25.07.2019 19:40 |

Drohung aus Moskau

Ukraine beschlagnahmt russischen Tanker

Ukrainische Behörden haben im Hafen von Izmail an der Donau ein russisches Tankschiff festgesetzt. Das Schiff sei an jenem Zwischenfall in der Meerenge von Kertsch beteiligt gewesen, bei dem drei ukrainische Marineboote von Russland beschlagnahmt und deren Besatzungen verhaftet worden waren, so ukrainische Sicherheitskräfte am Donnerstag. Der umgetaufte Tanker sei in die Donauhafenstadt in der Region Odessa, nahe dem Schwarzen Meer eingelaufen und dann sei seine wahre Identität festgestellt worden, hieß es weiter. Die Regierung in Moskau nannte das Vorgehen eine Provokation und drohte mit Gegenmaßnahmen. Wenig später wurde die Tanker-Besatzung freigelassen. Das Schiff selbst bleibt aber weiterhin unter Verschluss.

„Sollten Russen als Geiseln gehalten werden, würde dies als schwerste Verletzung internationalen Rechts erachtet, und mit zügigen Konsequenzen würde zu rechnen sein“, tönte es aus dem Außenministerium in Moskau. Die Agentur Interfax berichtete weiter, der einflussreiche Abgeordnete Wladimir Dschabarow habe die Festsetzung des Tankers als „absolut illegal“ bezeichnet.

Im vergangenen November war der seit Jahren schwelende Konflikt in der Straße von Kertsch eskaliert. Die Meerenge zwischen der von Russland annektierten Halbinsel Krim und Südrussland verbindet das Schwarze und das Asowsche Meer.
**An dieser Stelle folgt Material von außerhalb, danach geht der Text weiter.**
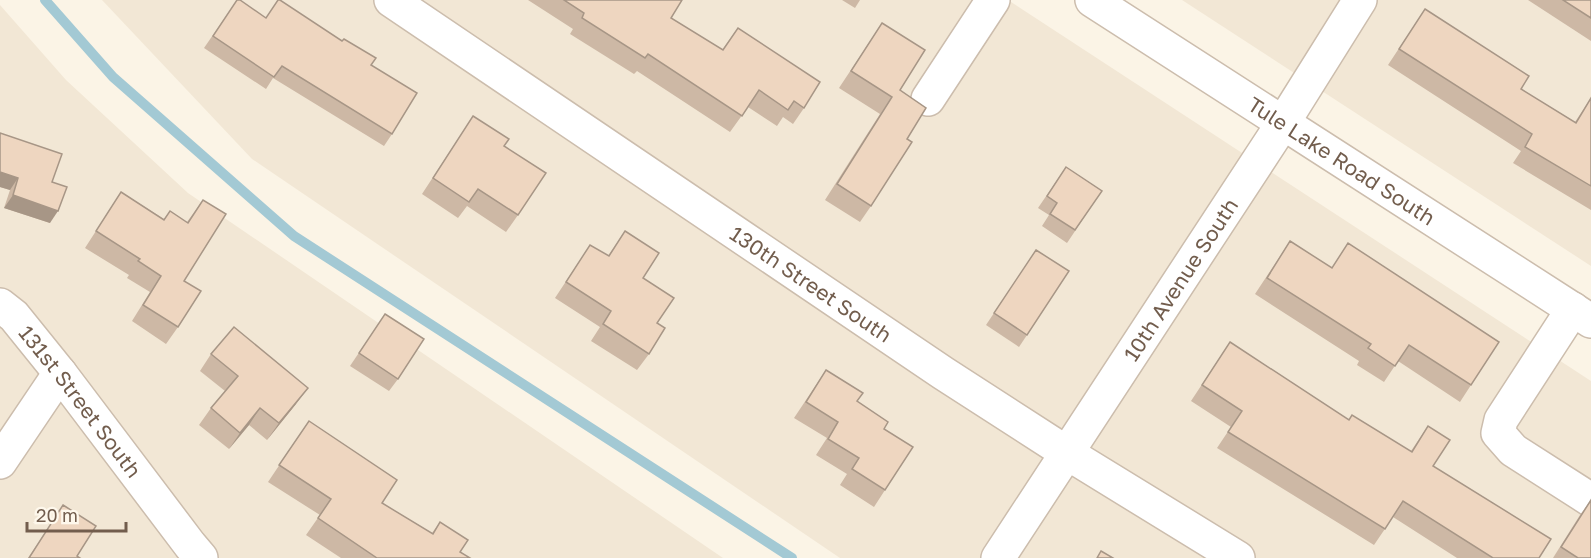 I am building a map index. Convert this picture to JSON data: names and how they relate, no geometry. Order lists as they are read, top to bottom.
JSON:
{
  "streets": {
    "street": [
      "Tule Lake Road South",
      "10th Avenue South",
      "130th Street South",
      "131st Street South"
    ]
  },
  "crossings": [
    ["Tule Lake Road South", "10th Avenue South"],
    ["10th Avenue South", "130th Street South"]
  ],
  "scale_bar": "20 m"
} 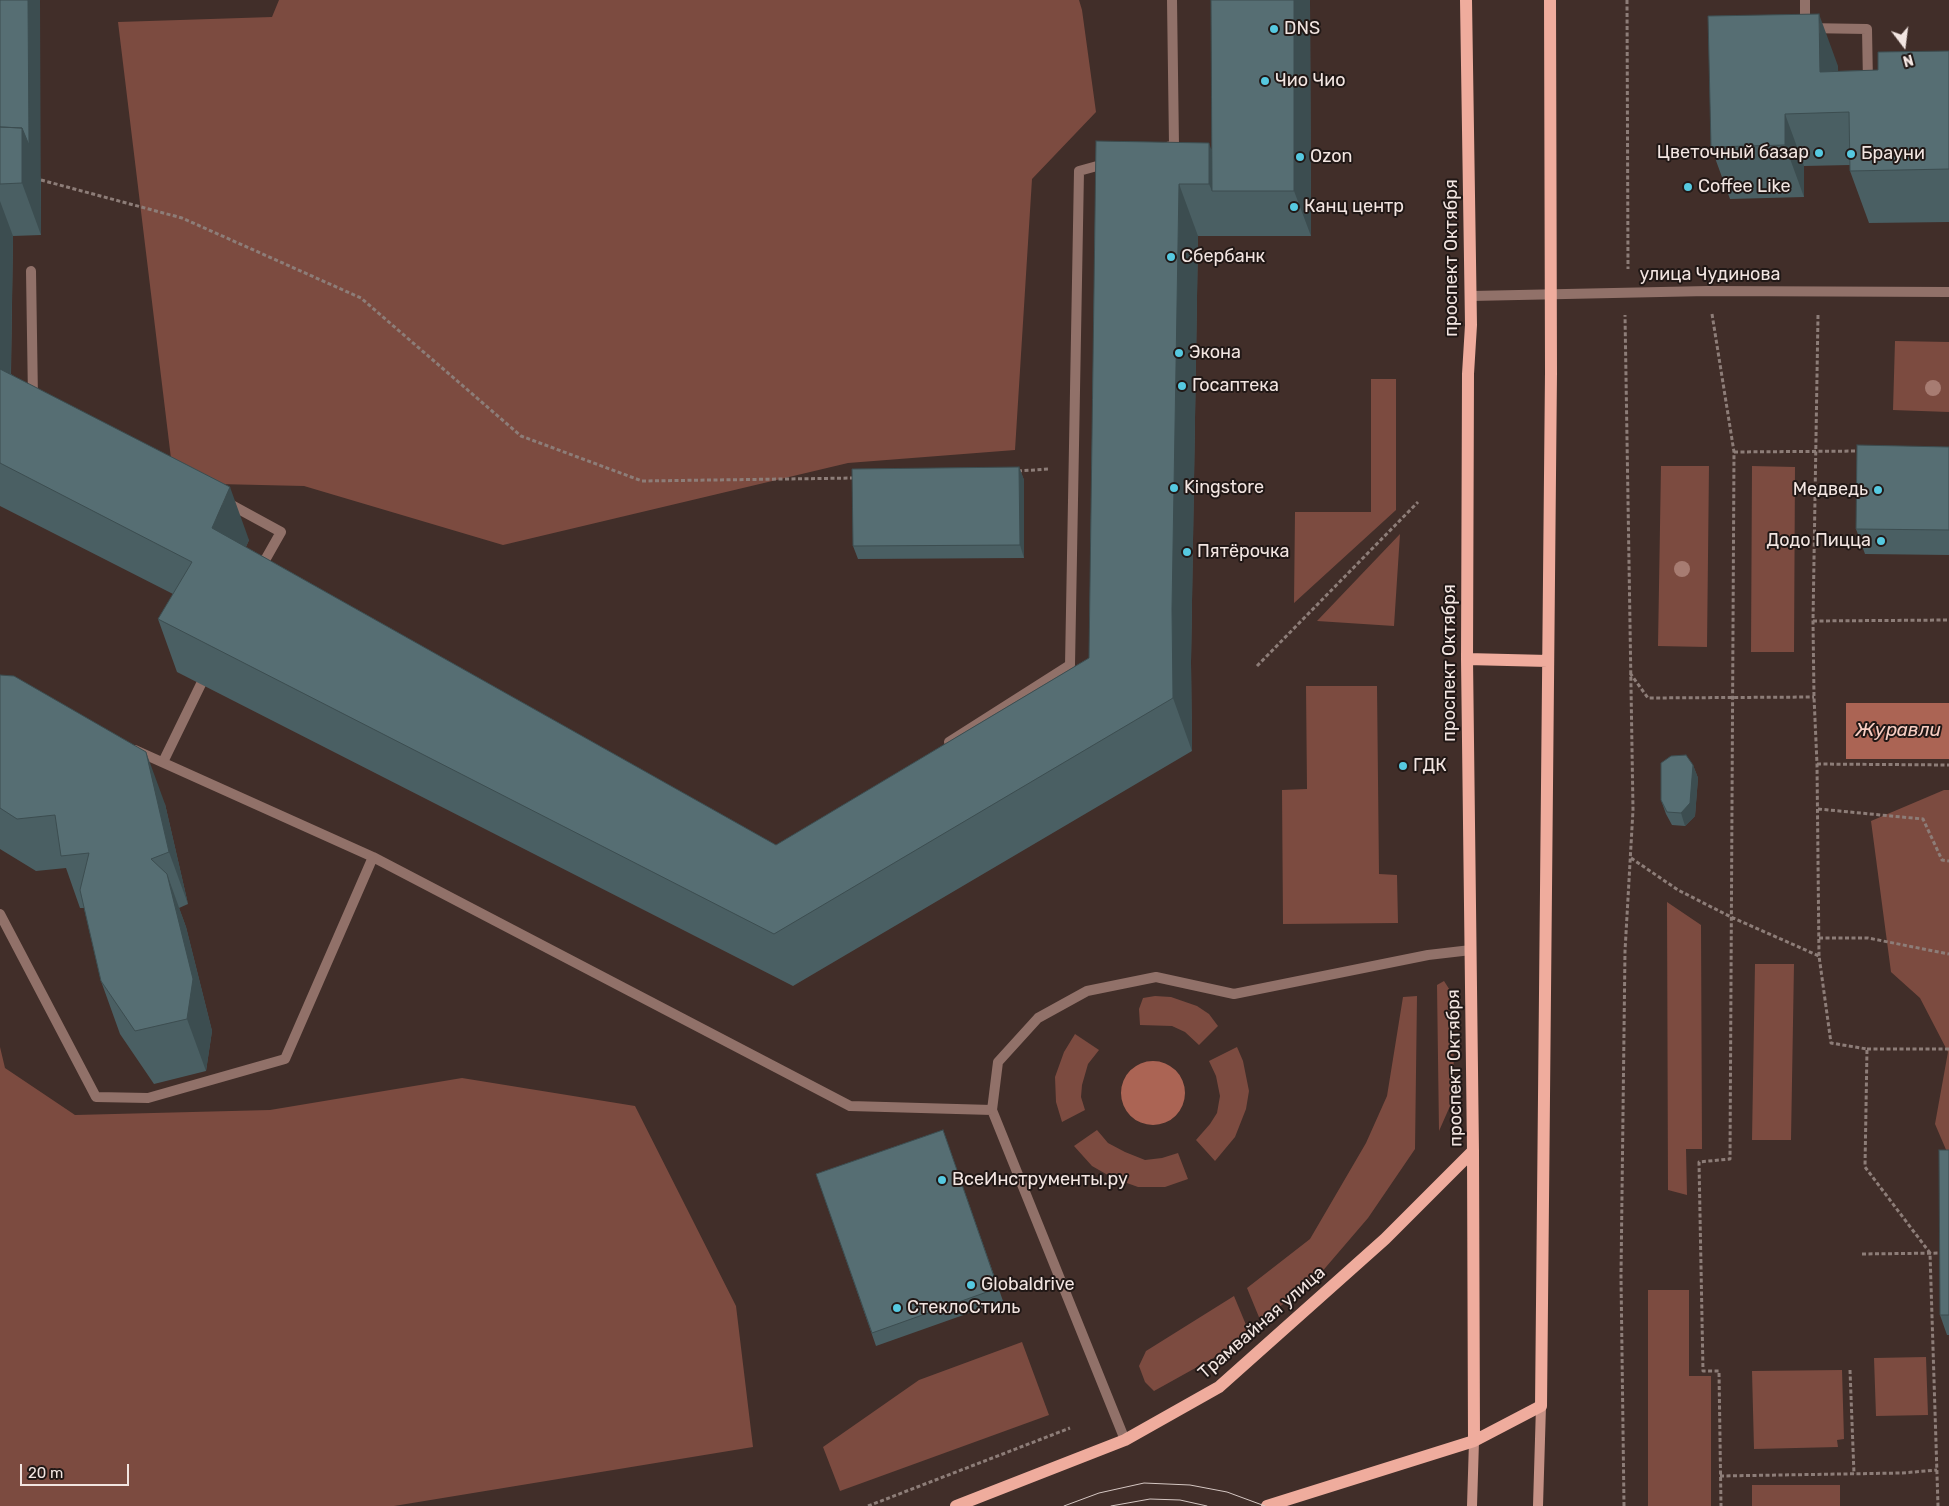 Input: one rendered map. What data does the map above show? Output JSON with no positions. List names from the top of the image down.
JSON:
{
  "streets": {
    "main road": ["проспект Октября", "Трамвайная улица"],
    "street": ["улица Чудинова"]
  },
  "crossings": [
    ["проспект Октября", "улица Чудинова"],
    ["проспект Октября", "Трамвайная улица"]
  ],
  "water": ["Журавли"],
  "places": [
    "DNS",
    "Чио Чио",
    "Цветочный базар",
    "Брауни",
    "Ozon",
    "Coffee Like",
    "Канц центр",
    "Сбербанк",
    "Экона",
    "Госаптека",
    "Kingstore",
    "Медведь",
    "Додо Пицца",
    "Пятёрочка",
    "ГДК",
    "ВсеИнструменты.ру",
    "Globaldrive",
    "СтеклоСтиль"
  ],
  "scale_bar": "20 m",
  "north": "bottom"
} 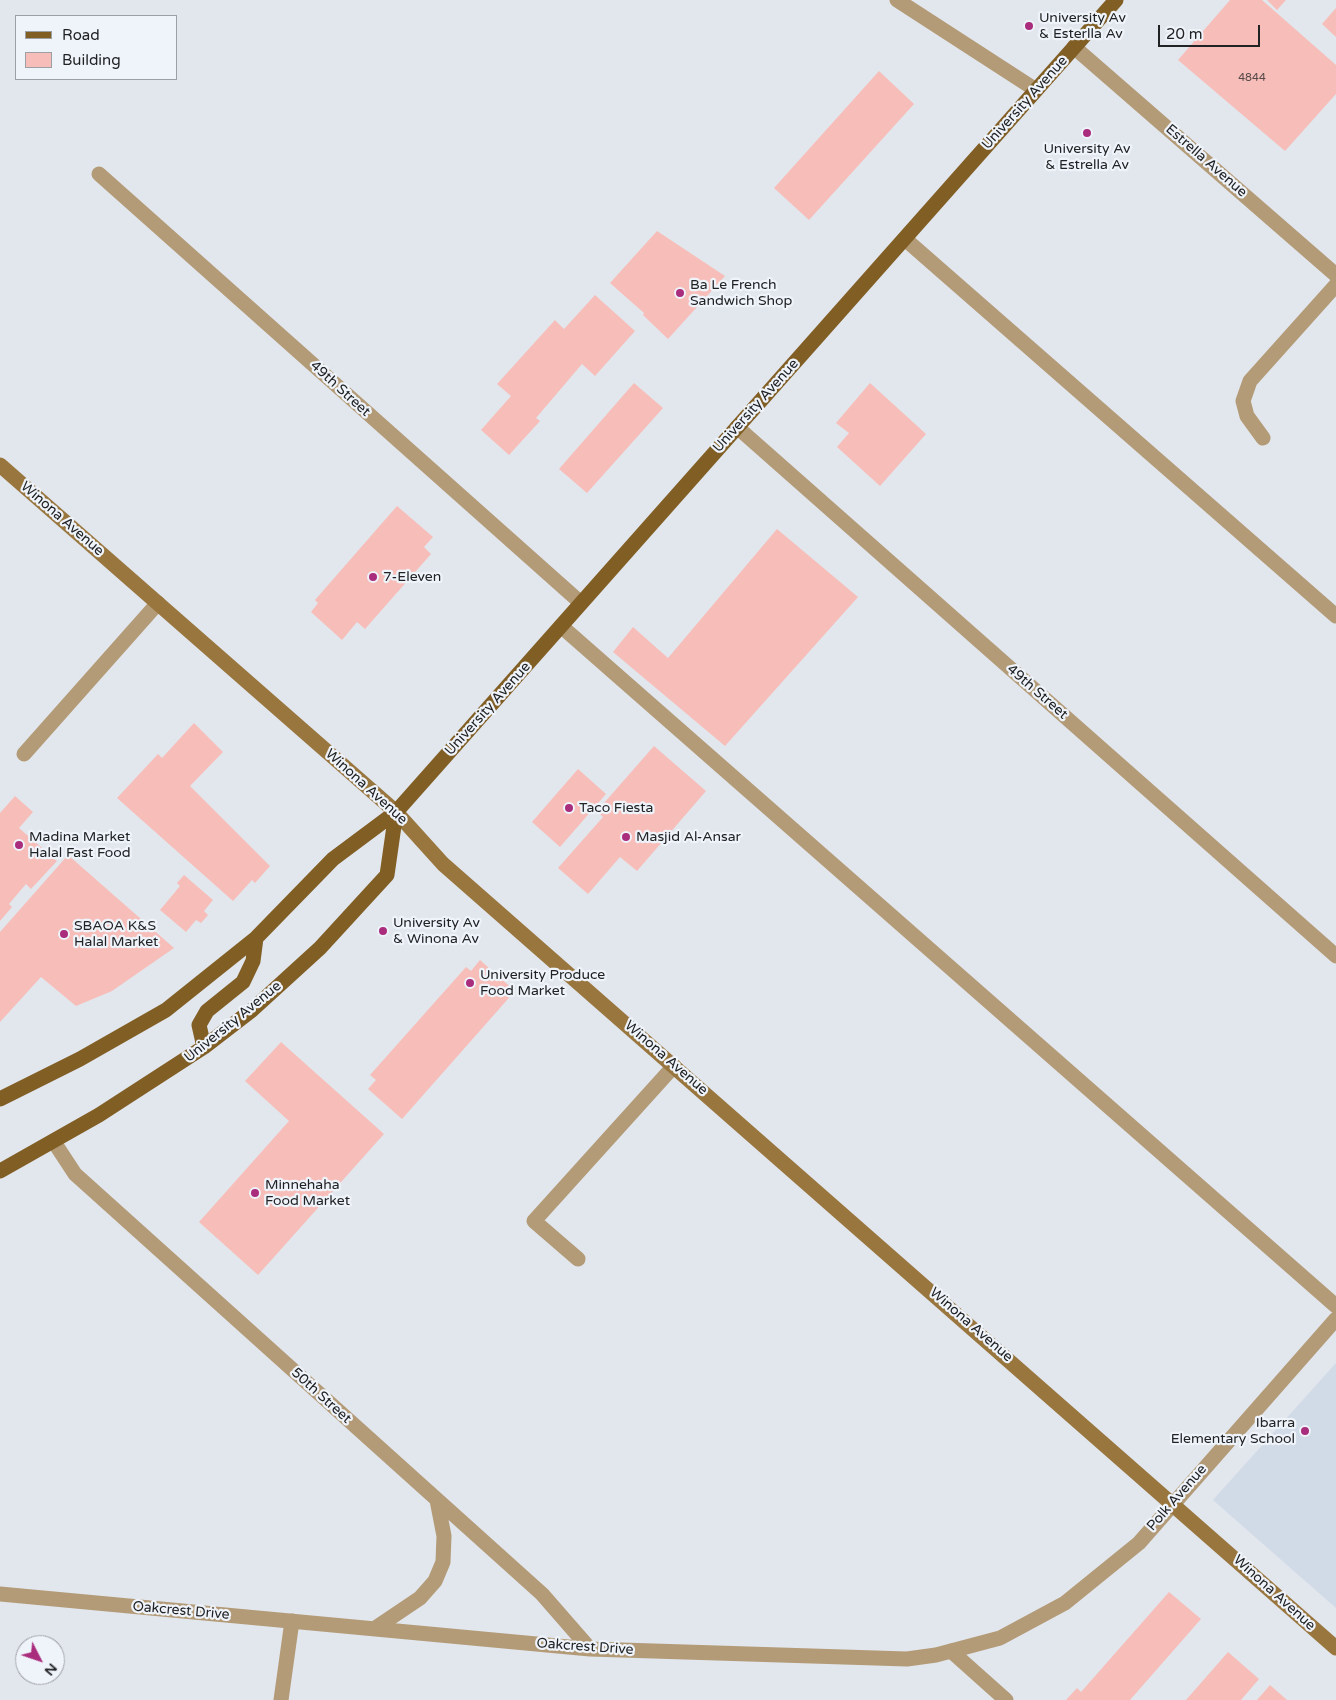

In dieses Gewässer verwehrte Russland mit Hilfe eines Frachtschiffs drei ukrainischen Marinebooten die Einfahrt. Russische Grenzschutzboote beschossen die ukrainischen Schiffe und verletzten dabei mehrere Matrosen. Dann beschlagnahmten sie die Boote und brachten sie mit ihren Besatzungen in die Hafenstadt Kertsch. Die Seeleute befinden sich seitdem im russischen Gewahrsam.

Vor zwei Wochen hatte sich eine leichte Annäherung der seit der Krim-Annexion und dem Krieg in der Ost-Ukraine verfeindeten Regierungen in Kiew und Moskau angedeutet. Erstmals telefonierten der neue ukrainische Präsident Wolodymyr Selenskyj und Russlands Präsident Wladimir Putin miteinander.

Will abgewählter Präsident Normalisierung der Beziehungen torpedieren?
Eine Woche später schlug Selenskyj Russland einen Gefangenenaustausch vor. Die russische Menschenrechtskommissarin Tatjana Moskalkowa wies das Angebot jedoch mit der Begründung zurück, dass der betroffene russische Gefangene, der Journalist Kirilo Wyschinski, einen Austausch ablehne. Der Vorfall am Donnerstag werde den Austausch erschweren, so Dschabarow. Er vermutete dahinter „bestimmte Kreise“ in den Behörden des abgewählten ukrainischen Präsidenten Petro Poroschenko. Dies ziele wohl darauf ab, die sich abzeichnende Normalisierung der Beziehungen unter Selenskyj zu untergraben.